Three Production Architectures
MemGPT / Letta - agent as memory manager. The 2023 OS metaphor: context window = RAM, external store = disk, and the agent itself pages data between them via tools (core_memory_append, archival search). Maximum flexibility; memory quality rides entirely on the model's judgment.
Mem0 - automated pipeline. Every exchange flows through extract-then-reconcile: LLM pulls facts, vector similarity decides new/update/merge. Later added a graph layer for relational queries. On the LOCOMO benchmark, Mem0 beat full-context stuffing - better accuracy, fewer tokens. Precise extraction + precise retrieval > brute force, officially measured.
Claude Code - files, that's it. CLAUDE.md at the project root (auto-loaded, stable conventions), ~/.claude/CLAUDE.md for cross-project preferences, plus topic-split memory files behind an index. Radical properties: fully human-readable, git-versionable, zero infrastructure, agent edits its own memory with file tools. Weakness: no semantic search - retrieval is file names and index discipline. At large memory volumes it strains.

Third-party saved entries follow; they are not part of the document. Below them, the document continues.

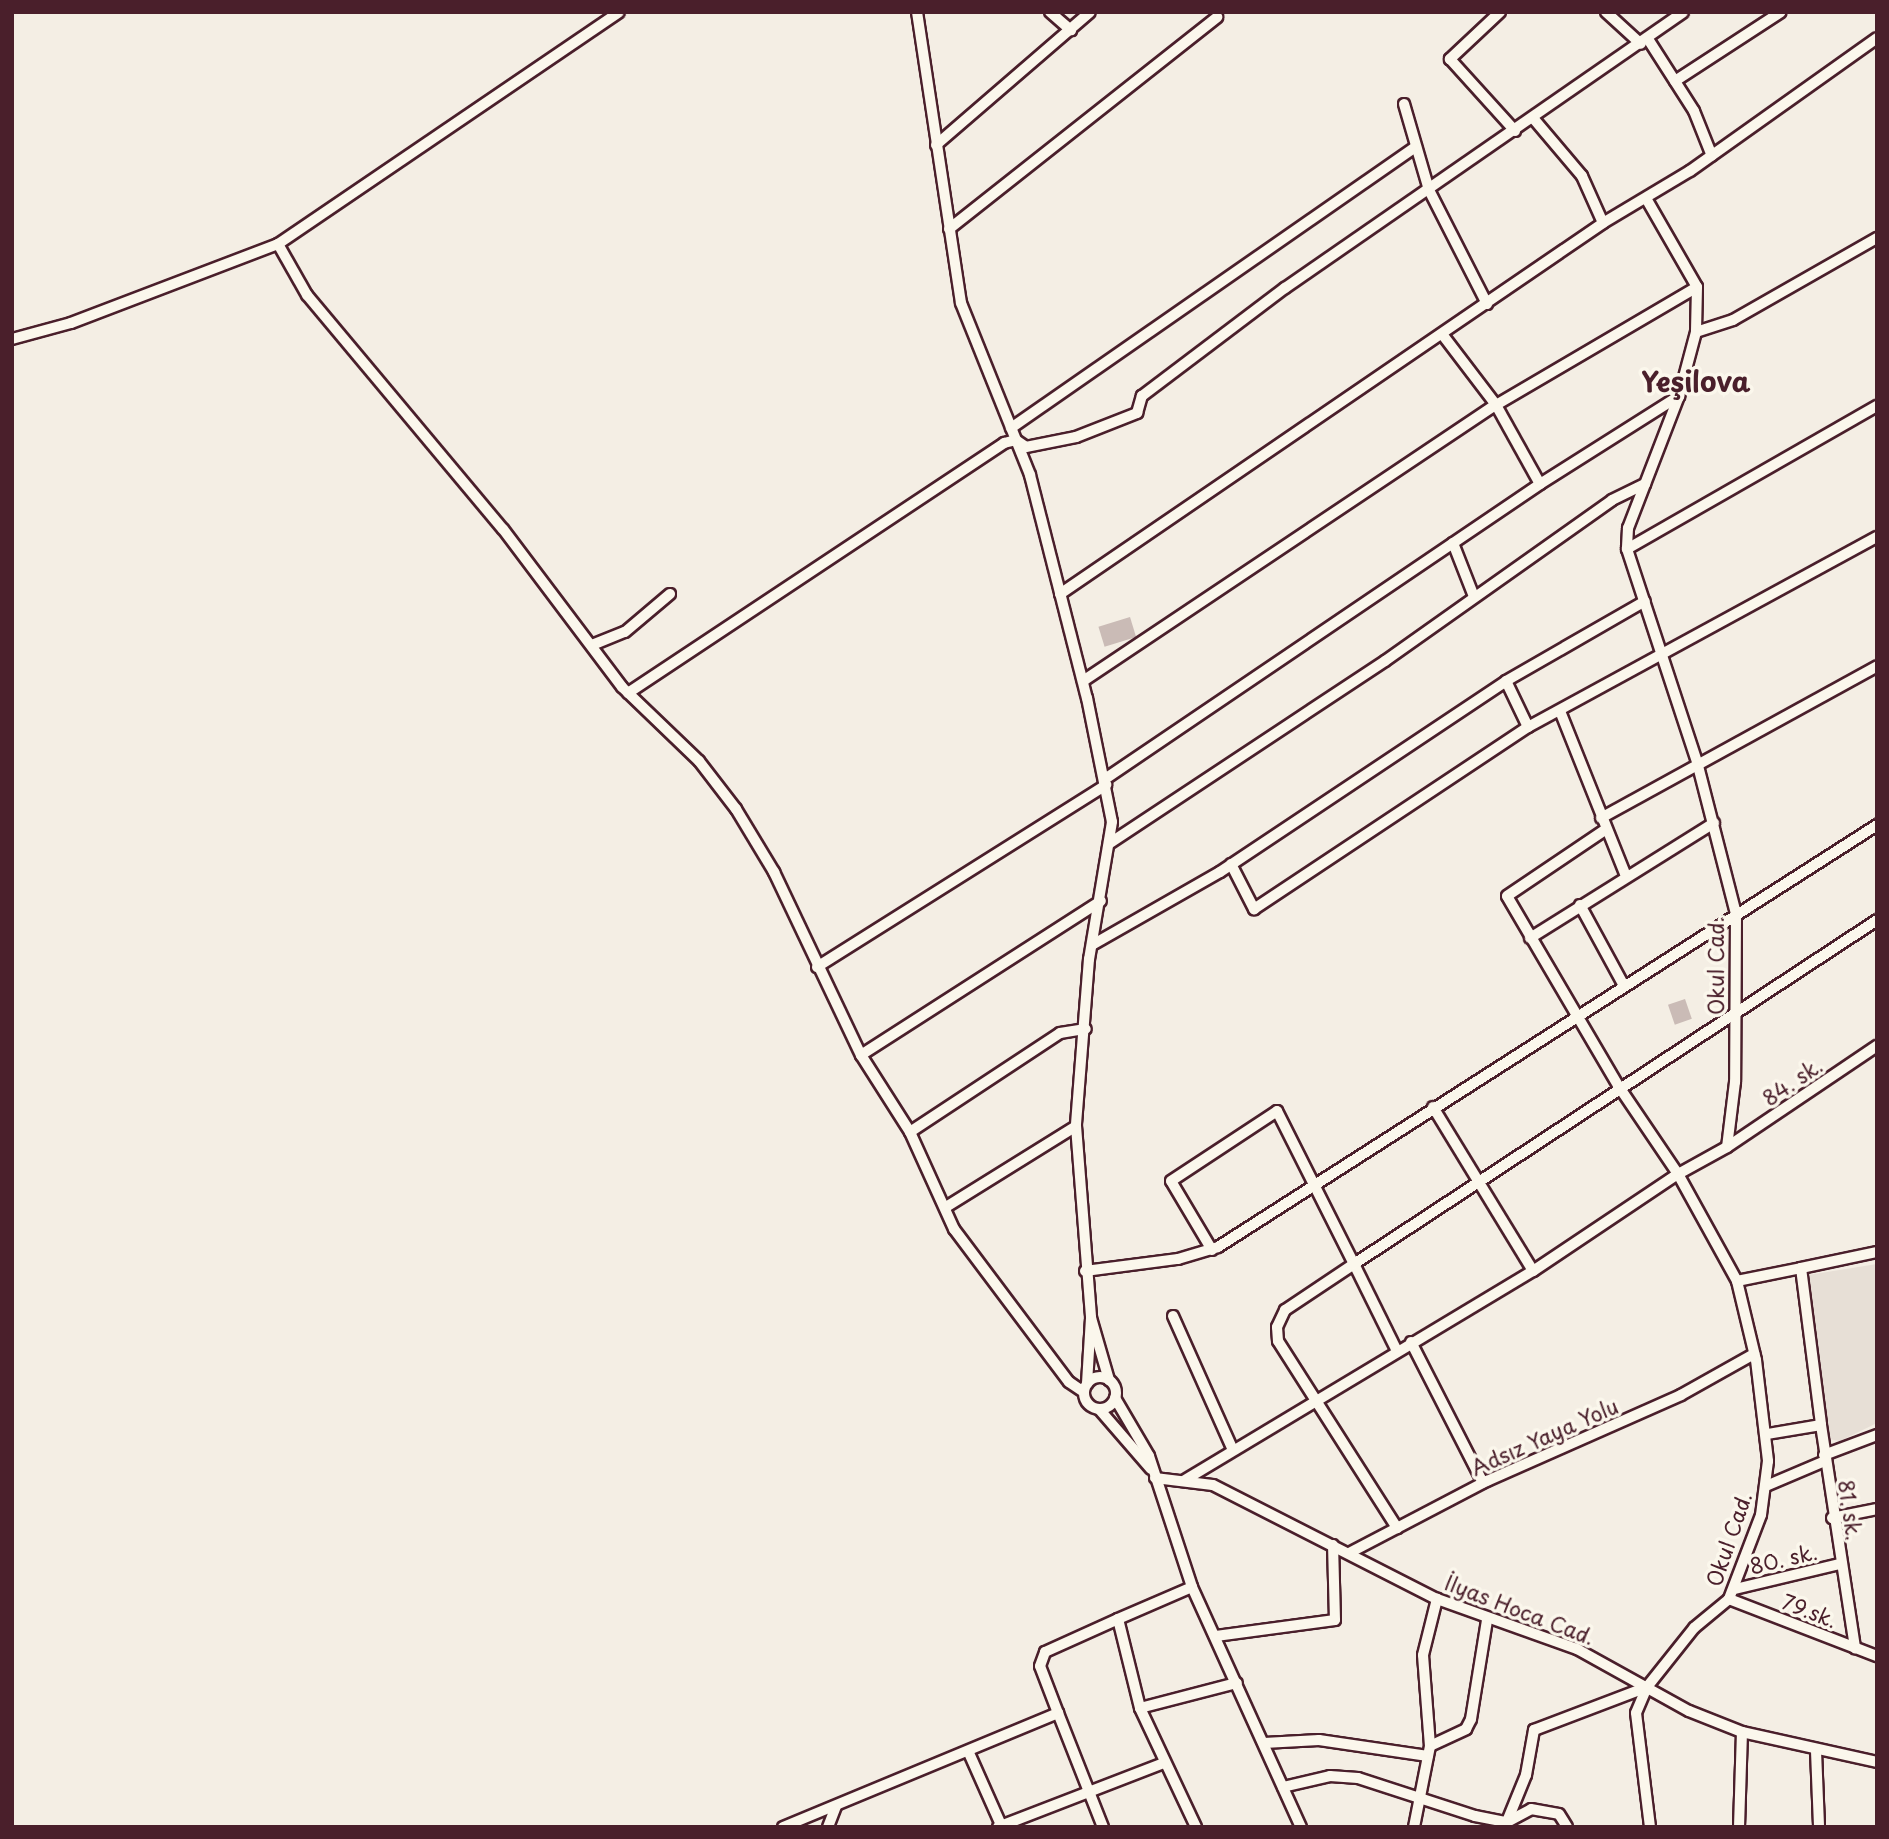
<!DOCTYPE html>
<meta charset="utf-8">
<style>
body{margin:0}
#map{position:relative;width:1889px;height:1839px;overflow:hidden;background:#f4eee4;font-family:"Playpen Sans",sans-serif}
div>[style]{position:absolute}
.built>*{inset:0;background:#e7dfd6}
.building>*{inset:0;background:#cabbb6;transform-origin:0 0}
.roads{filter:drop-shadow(2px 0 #4a1f2b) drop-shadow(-2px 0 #4a1f2b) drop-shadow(0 2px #4a1f2b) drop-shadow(0 -2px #4a1f2b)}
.minor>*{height:10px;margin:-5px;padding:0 5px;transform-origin:5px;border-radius:5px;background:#fbf7ec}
.minor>.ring{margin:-5px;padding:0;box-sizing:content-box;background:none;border:10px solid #fbf7ec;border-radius:50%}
span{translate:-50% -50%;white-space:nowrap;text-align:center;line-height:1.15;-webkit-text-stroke:7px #fbf7ec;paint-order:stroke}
.street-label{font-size:21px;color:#4a1f2b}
.district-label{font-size:28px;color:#4a1f2b;font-weight:700}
.frame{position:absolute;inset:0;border:14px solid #4a1f2b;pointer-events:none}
</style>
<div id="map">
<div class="built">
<div style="clip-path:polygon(1877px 1264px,1877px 1423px,1840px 1441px,1829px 1439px,1808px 1275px)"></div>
</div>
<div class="building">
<div style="left:1130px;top:617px;width:21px;height:33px;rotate:73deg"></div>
<div style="left:1685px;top:999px;width:21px;height:18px;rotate:71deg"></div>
</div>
<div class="roads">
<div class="minor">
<div style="left:917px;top:12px;width:294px;rotate:81.4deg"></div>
<div style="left:961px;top:303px;width:185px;rotate:68.1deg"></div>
<div style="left:1030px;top:475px;width:230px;rotate:75.7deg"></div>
<div style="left:1087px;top:698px;width:126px;rotate:78.6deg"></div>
<div style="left:1112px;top:822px;width:139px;rotate:99.5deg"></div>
<div style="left:1089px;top:959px;width:168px;rotate:94.5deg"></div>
<div style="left:1076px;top:1126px;width:193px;rotate:85.5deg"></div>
<div style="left:1091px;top:1318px;width:66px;rotate:93.5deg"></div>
<div style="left:1050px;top:12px;width:28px;rotate:41deg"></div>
<div style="left:1500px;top:12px;width:69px;rotate:136.8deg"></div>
<div style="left:1450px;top:59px;width:97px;rotate:47.9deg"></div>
<div style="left:1606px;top:12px;width:47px;rotate:42.4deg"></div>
<div style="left:1648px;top:39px;width:85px;rotate:57.4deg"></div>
<div style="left:1694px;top:111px;width:48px;rotate:68.2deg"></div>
<div style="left:1675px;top:81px;width:126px;rotate:-33.1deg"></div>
<div style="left:1404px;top:104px;width:90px;rotate:73.8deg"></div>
<div style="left:1429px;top:190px;width:128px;rotate:63deg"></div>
<div style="left:1533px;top:118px;width:76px;rotate:49.8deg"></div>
<div style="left:1582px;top:176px;width:51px;rotate:65.9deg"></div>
<div style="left:936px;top:145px;width:203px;rotate:-40.8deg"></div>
<div style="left:1647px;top:200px;width:100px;rotate:60.1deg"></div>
<div style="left:1697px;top:287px;width:45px;rotate:91.3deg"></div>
<div style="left:1696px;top:332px;width:66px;rotate:104.9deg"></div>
<div style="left:1679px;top:396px;width:142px;rotate:111.1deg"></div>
<div style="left:1628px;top:528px;width:21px;rotate:93deg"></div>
<div style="left:1627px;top:549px;width:224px;rotate:71.8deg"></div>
<div style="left:1697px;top:762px;width:157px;rotate:75.6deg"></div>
<div style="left:1736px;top:914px;width:168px;rotate:90.3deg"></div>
<div style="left:1735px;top:1082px;width:65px;rotate:97deg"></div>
<div style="left:1727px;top:1147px;width:56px;rotate:151.1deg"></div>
<div style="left:1678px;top:1174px;width:122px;rotate:61.1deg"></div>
<div style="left:1737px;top:1281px;width:81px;rotate:76.5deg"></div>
<div style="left:1756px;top:1360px;width:102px;rotate:83.2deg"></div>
<div style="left:1768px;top:1461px;width:54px;rotate:97.4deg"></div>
<div style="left:1761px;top:1515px;width:90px;rotate:110.9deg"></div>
<div style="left:1729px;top:1599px;width:45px;rotate:140.4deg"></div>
<div style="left:1694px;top:1628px;width:75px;rotate:128.5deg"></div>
<div style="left:1647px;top:1687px;width:28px;rotate:113deg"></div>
<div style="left:1636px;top:1713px;width:115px;rotate:83deg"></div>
<div style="left:949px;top:229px;width:342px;rotate:-38.3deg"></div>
<div style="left:278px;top:244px;width:59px;rotate:60.4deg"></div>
<div style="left:307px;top:295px;width:305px;rotate:50.1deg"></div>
<div style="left:503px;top:529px;width:198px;rotate:53deg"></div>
<div style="left:622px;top:687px;width:107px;rotate:43.9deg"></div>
<div style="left:699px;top:761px;width:61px;rotate:52.4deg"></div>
<div style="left:736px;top:809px;width:74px;rotate:58.9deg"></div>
<div style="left:774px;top:872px;width:203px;rotate:64.6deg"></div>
<div style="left:861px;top:1055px;width:91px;rotate:57.5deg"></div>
<div style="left:910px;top:1132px;width:107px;rotate:65.6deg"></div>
<div style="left:954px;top:1229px;width:191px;rotate:53.1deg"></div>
<div style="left:1069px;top:1382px;width:18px;rotate:34deg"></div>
<div style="left:1696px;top:332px;width:39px;rotate:-18deg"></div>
<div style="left:1733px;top:320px;width:166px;rotate:-29.7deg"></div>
<div style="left:1442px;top:334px;width:89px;rotate:52.7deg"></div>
<div style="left:1496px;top:405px;width:90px;rotate:60.9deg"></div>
<div style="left:12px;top:339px;width:61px;rotate:-15.2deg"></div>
<div style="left:71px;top:323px;width:222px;rotate:-20.9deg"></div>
<div style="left:278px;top:244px;width:412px;rotate:-34.2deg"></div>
<div style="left:1011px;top:428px;width:493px;rotate:-34.8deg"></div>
<div style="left:1453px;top:543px;width:55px;rotate:68.6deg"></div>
<div style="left:1627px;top:549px;width:288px;rotate:-29.8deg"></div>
<div style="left:1060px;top:594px;width:658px;rotate:-34.34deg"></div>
<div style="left:1603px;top:223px;width:101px;rotate:-30.9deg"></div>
<div style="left:1690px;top:171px;width:229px;rotate:-35.4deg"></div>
<div style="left:592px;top:645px;width:35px;rotate:-22deg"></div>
<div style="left:625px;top:632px;width:59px;rotate:-40.2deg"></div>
<div style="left:1083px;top:681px;width:497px;rotate:-33.8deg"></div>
<div style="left:1496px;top:405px;width:233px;rotate:-30.4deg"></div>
<div style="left:1506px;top:681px;width:160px;rotate:-29.9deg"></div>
<div style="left:628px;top:693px;width:452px;rotate:-33.6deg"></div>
<div style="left:1004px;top:443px;width:12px;rotate:-14deg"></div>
<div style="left:1016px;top:440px;width:12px;rotate:35deg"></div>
<div style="left:1026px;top:447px;width:51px;rotate:-11.3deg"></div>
<div style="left:1076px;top:437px;width:66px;rotate:-21.5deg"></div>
<div style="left:1137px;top:413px;width:18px;rotate:-74deg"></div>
<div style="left:1142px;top:396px;width:179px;rotate:-37.1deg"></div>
<div style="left:1285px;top:288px;width:484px;rotate:-34.7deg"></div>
<div style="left:1560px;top:711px;width:178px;rotate:68.2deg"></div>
<div style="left:1105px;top:779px;width:526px;rotate:-34.14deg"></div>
<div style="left:1540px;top:484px;width:165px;rotate:-32.3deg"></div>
<div style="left:1601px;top:818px;width:315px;rotate:-28.8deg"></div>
<div style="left:1110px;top:843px;width:330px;rotate:-33.5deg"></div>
<div style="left:1385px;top:661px;width:278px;rotate:-35.3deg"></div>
<div style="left:1612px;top:500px;width:37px;rotate:-26deg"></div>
<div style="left:1231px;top:864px;width:51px;rotate:62.9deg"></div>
<div style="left:1254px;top:909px;width:329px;rotate:-33.6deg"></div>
<div style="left:1528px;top:727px;width:397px;rotate:-28.6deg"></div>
<div style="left:1580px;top:905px;width:90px;rotate:61.4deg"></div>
<div style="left:1530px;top:938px;width:217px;rotate:-32deg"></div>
<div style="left:1092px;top:945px;width:147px;rotate:-29.7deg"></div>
<div style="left:1220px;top:872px;width:344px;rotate:-33.7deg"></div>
<div style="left:1506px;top:681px;width:51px;rotate:64.4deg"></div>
<div style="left:817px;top:967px;width:342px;rotate:-32.2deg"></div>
<div style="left:861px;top:1055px;width:285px;rotate:-32.7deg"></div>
<div style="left:1433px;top:1107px;width:192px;rotate:58.6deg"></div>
<div style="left:910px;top:1132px;width:180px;rotate:-33.4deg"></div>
<div style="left:1060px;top:1033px;width:26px;rotate:-9deg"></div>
<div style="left:1727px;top:1147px;width:181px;rotate:-34deg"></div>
<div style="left:946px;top:1207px;width:153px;rotate:-31.9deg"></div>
<div style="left:1212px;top:1250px;width:80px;rotate:-120.7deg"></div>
<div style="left:1171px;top:1181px;width:127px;rotate:-33.4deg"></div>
<div style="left:1277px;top:1111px;width:171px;rotate:63.3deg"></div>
<div style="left:1354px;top:1264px;width:83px;rotate:146.3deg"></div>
<div style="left:1285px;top:1310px;width:19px;rotate:115deg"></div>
<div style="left:1277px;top:1327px;width:14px;rotate:86deg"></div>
<div style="left:1278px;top:1341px;width:222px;rotate:57.5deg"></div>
<div style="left:1801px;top:1268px;width:78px;rotate:-11.9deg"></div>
<div style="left:1085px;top:1271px;width:94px;rotate:-7.4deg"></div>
<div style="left:1178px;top:1259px;width:42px;rotate:-16.7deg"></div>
<div style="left:1218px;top:1247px;width:783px;rotate:-32.63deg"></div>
<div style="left:1737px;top:1281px;width:65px;rotate:-11.5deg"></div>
<div style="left:1801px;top:1268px;width:158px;rotate:82.7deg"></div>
<div style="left:1821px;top:1425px;width:55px;rotate:170.5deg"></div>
<div style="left:1173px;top:1316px;width:147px;rotate:65.9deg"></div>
<div style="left:1091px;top:1318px;width:65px;rotate:73.8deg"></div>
<div style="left:1411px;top:1342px;width:158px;rotate:62.9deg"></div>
<div style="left:1397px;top:1351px;width:97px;rotate:-116.3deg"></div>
<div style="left:1354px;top:1264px;width:626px;rotate:-33.33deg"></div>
<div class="ring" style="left:1084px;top:1377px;width:22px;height:22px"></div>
<div style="left:1115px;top:1398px;width:67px;rotate:59.6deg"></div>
<div style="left:1149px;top:1456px;width:138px;rotate:71.8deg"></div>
<div style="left:1192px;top:1587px;width:264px;rotate:65.6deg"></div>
<div style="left:1099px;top:1409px;width:79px;rotate:49.1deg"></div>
<div style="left:1821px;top:1425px;width:226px;rotate:81.3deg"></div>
<div style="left:1824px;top:1455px;width:57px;rotate:-20.7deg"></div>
<div style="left:1155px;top:1478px;width:58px;rotate:6.9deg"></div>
<div style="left:1213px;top:1485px;width:251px;rotate:27deg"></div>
<div style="left:1437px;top:1599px;width:149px;rotate:19.7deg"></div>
<div style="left:1577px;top:1649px;width:128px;rotate:29deg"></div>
<div style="left:1689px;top:1711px;width:57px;rotate:21.6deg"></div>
<div style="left:1742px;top:1732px;width:138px;rotate:12.5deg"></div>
<div style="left:1185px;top:1480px;width:406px;rotate:-31deg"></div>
<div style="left:1533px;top:1271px;width:174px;rotate:-33.8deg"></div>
<div style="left:1678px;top:1174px;width:105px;rotate:-124.1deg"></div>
<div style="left:1619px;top:1087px;width:221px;rotate:-120.4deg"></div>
<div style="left:1507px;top:896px;width:118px;rotate:-34deg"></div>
<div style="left:1766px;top:1486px;width:64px;rotate:-23deg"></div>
<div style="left:1832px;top:1518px;width:46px;rotate:-11.3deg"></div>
<div style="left:1349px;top:1553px;width:156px;rotate:-27.6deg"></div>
<div style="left:1487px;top:1481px;width:212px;rotate:-23.9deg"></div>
<div style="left:1681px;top:1395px;width:84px;rotate:-29.3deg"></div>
<div style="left:1192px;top:1587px;width:81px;rotate:156.6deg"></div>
<div style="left:1118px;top:1619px;width:92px;rotate:76.1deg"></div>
<div style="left:1140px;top:1708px;width:132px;rotate:64.8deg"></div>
<div style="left:1735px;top:1589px;width:108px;rotate:-13.4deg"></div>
<div style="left:1729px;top:1599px;width:159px;rotate:21.1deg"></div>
<div style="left:1216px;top:1636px;width:120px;rotate:-7.7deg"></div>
<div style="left:1335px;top:1620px;width:75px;rotate:-91.5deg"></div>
<div style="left:1140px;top:1708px;width:100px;rotate:-14.5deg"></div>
<div style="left:1058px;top:1713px;width:123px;rotate:68.5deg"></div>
<div style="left:1264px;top:1743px;width:55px;rotate:-3.1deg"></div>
<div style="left:1319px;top:1740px;width:110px;rotate:8.4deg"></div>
<div style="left:1430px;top:1746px;width:91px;rotate:-94.4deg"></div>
<div style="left:1423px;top:1655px;width:58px;rotate:-76deg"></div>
<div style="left:1816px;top:1751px;width:76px;rotate:87.7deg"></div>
<div style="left:969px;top:1753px;width:81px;rotate:66deg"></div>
<div style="left:1283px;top:1787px;width:48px;rotate:-13.2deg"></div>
<div style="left:1330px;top:1776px;width:28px;rotate:4deg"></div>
<div style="left:1358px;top:1778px;width:123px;rotate:18deg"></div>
<div style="left:1475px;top:1816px;width:33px;rotate:11deg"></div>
<div style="left:1507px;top:1822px;width:27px;rotate:-28deg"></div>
<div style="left:1531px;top:1809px;width:28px;rotate:10deg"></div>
<div style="left:1559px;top:1814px;width:15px;rotate:58deg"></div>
<div style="left:1506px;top:1824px;width:53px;rotate:-67.8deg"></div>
<div style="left:1526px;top:1775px;width:46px;rotate:-79.9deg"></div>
<div style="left:1534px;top:1730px;width:121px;rotate:-20.8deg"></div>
<div style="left:783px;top:1827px;width:298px;rotate:-22.5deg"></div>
<div style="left:1058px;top:1713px;width:50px;rotate:-111deg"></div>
<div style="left:1040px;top:1666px;width:15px;rotate:-70deg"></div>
<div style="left:1045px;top:1652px;width:80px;rotate:-24.3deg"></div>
<div style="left:828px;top:1827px;width:22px;rotate:-69deg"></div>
<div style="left:998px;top:1827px;width:178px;rotate:-21.1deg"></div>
<div style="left:1414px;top:1827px;width:83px;rotate:-78.8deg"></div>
<div style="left:1430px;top:1746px;width:40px;rotate:-25deg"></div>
<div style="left:1466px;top:1729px;width:11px;rotate:-63deg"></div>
<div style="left:1471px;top:1719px;width:100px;rotate:-80.8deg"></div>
<div style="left:1739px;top:1827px;width:95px;rotate:-88.2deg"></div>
</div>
</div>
<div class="street-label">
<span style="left:1715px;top:966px;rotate:-90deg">Okul Cad.</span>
<span style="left:1792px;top:1081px;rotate:-34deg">84. sk.</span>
<span style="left:1544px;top:1436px;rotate:-24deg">Adsız Yaya Yolu</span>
<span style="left:1851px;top:1510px;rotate:82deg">81. sk.</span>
<span style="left:1728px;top:1539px;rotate:-71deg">Okul Cad.</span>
<span style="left:1783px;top:1558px;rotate:-13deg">80. sk.</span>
<span style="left:1520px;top:1609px;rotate:21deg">İlyas Hoca Cad.</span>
<span style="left:1810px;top:1610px;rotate:21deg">79.sk.</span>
</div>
<div class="district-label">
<span style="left:1696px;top:381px">Yeşilova</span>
</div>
<div class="frame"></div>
</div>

| MemGPT/Letta | Mem0 | Claude Code | |
|---|---|---|---|
| Managed by | The agent | Pipeline | Agent + you |
| Storage | Tiered (core/recall/archival) | Vectors + graph | Markdown files |
| Transparency | Medium | Low | Total |
| Infrastructure | Framework | Vector DB | None |
| Fits | Complex memory reasoning | Products needing auto-memory | Dev tools, local agents |
The Minimum Viable Memory System
Three steps, one afternoon, no vector database:
- A
save_memorytool. The agent calls it when something deserves persistence. Writes to a file or a Supabase table - either works at this scale. - Index injection at session start. Put memory titles + one-line summaries in the system prompt; the agent requests full entries when relevant. This is Claude Code's index-then-read pattern, and it's load-bearing: inject summaries, not bodies.
- Scheduled hygiene. Merge duplicates, expire stale facts. A monthly manual pass is genuinely enough at the start.
This takes you from "amnesia every morning" to "remembers what matters." Add embeddings, HyDE, graphs when you hit a real retrieval failure - not before.
The One-Sentence Version
Memory ≠ context: context is RAM (visible now, gone at session end), memory is disk (persistent, useless until retrieved into context) - and the bridge between them, retrieval, is where memory systems are actually won. Build the smallest one that stops the amnesia, then earn each layer of complexity with a real failure. Done right, your agent gets better every week you use it. Skipped, every morning is a first date.